■ **What you need to do**: Gather the lines below that include the string "labels", copying each in full.

■ **Exercise material**:
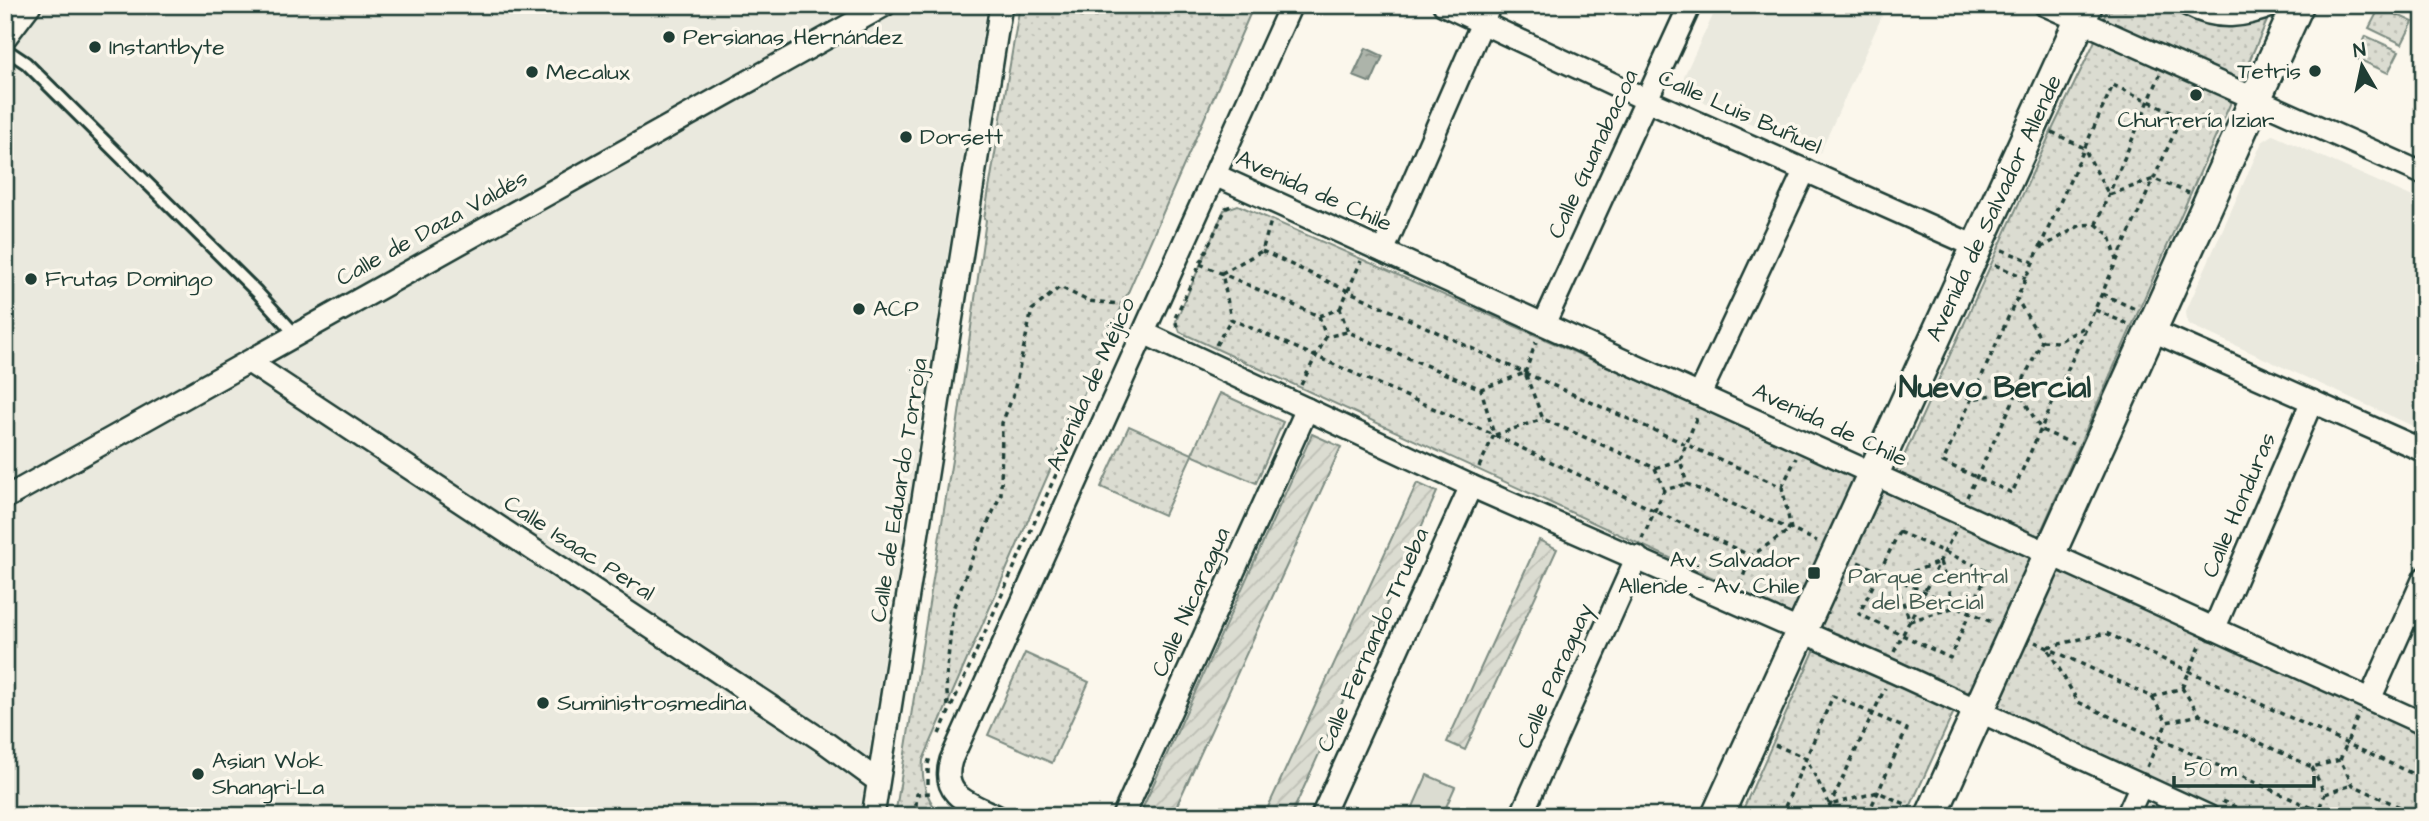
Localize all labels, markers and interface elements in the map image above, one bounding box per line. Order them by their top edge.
...
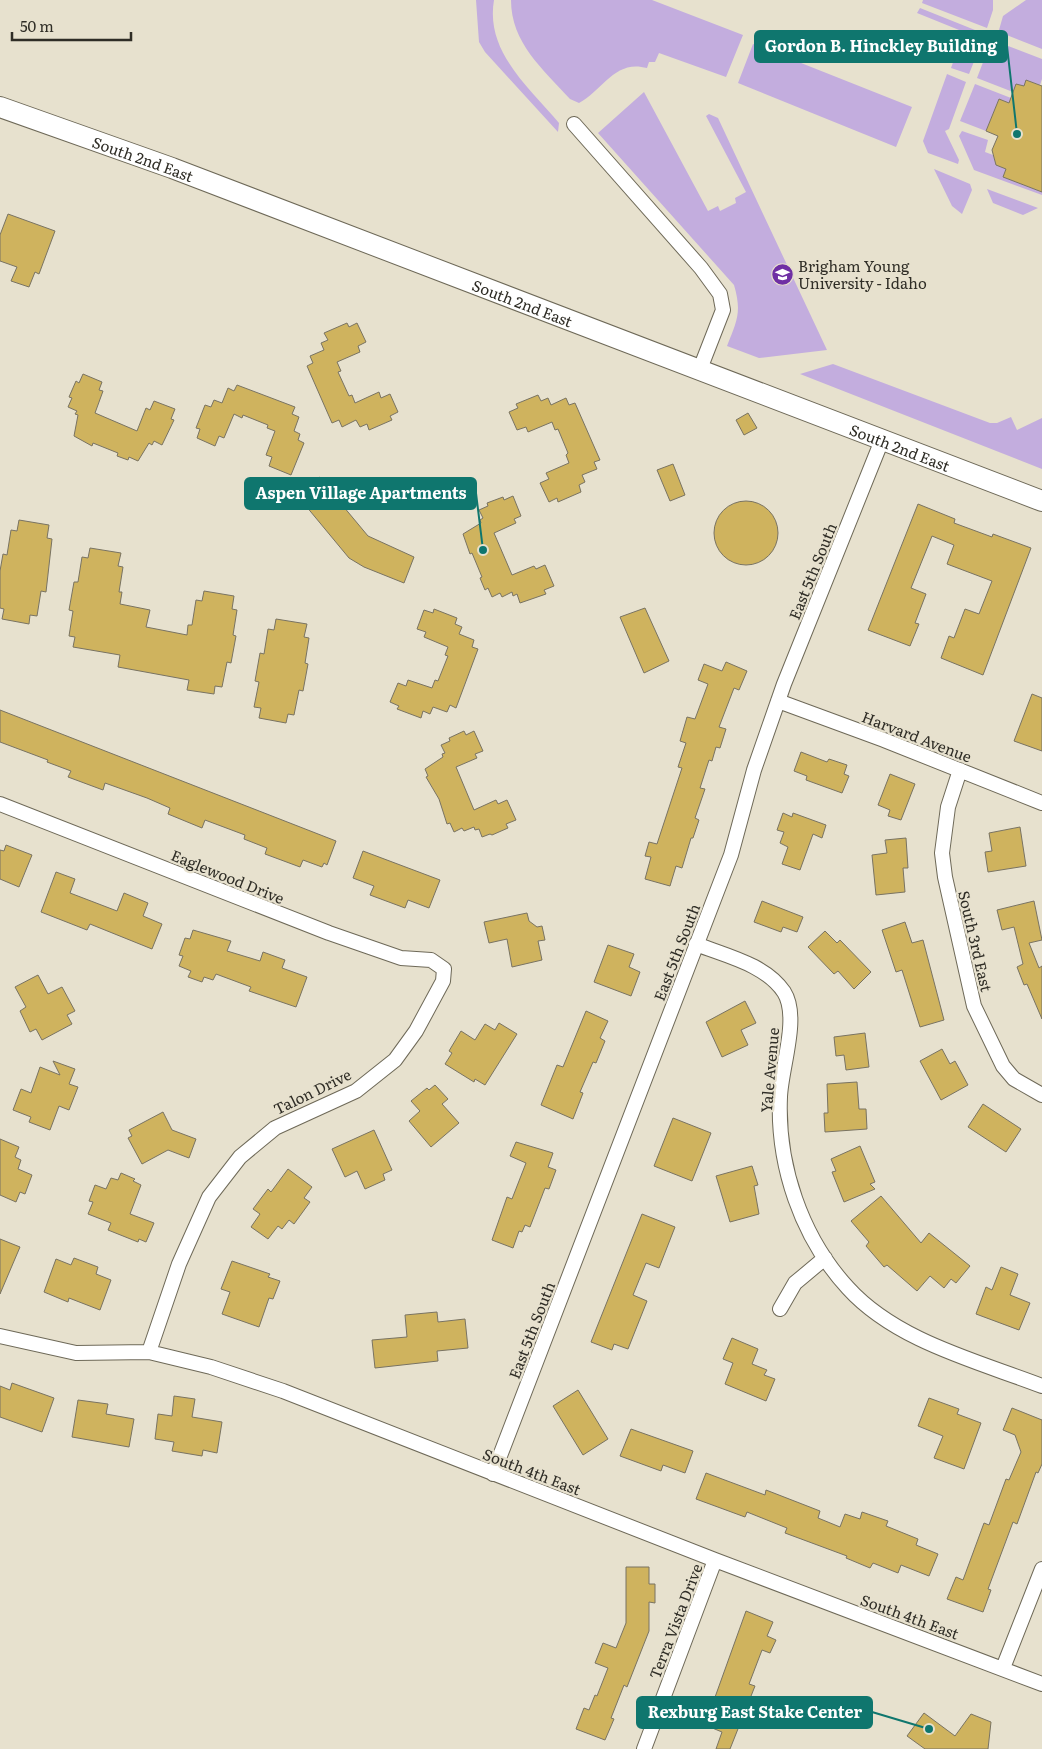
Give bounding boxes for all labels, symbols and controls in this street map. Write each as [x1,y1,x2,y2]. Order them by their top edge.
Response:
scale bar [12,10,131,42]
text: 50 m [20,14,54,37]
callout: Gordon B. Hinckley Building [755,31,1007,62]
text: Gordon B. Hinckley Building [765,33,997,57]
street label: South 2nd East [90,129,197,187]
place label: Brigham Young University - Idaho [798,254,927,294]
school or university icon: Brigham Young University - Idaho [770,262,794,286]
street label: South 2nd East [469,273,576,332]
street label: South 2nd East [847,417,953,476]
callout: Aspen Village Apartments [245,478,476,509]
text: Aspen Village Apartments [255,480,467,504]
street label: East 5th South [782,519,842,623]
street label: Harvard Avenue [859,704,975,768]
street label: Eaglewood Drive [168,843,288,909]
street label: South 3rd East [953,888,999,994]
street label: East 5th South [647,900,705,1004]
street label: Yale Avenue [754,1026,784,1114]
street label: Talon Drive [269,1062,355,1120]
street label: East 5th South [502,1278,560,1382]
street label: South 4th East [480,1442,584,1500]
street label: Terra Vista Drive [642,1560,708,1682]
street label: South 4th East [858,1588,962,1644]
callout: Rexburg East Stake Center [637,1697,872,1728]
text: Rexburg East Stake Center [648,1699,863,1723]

■ **Task result**:
Localize all labels, markers and interface elements in the map image above, one bounding box per line. Order them by their top edge.
Give bounding boxes for all labels, symbols and controls in this street map. Write each as [x1,y1,x2,y2]. Order them by their top edge.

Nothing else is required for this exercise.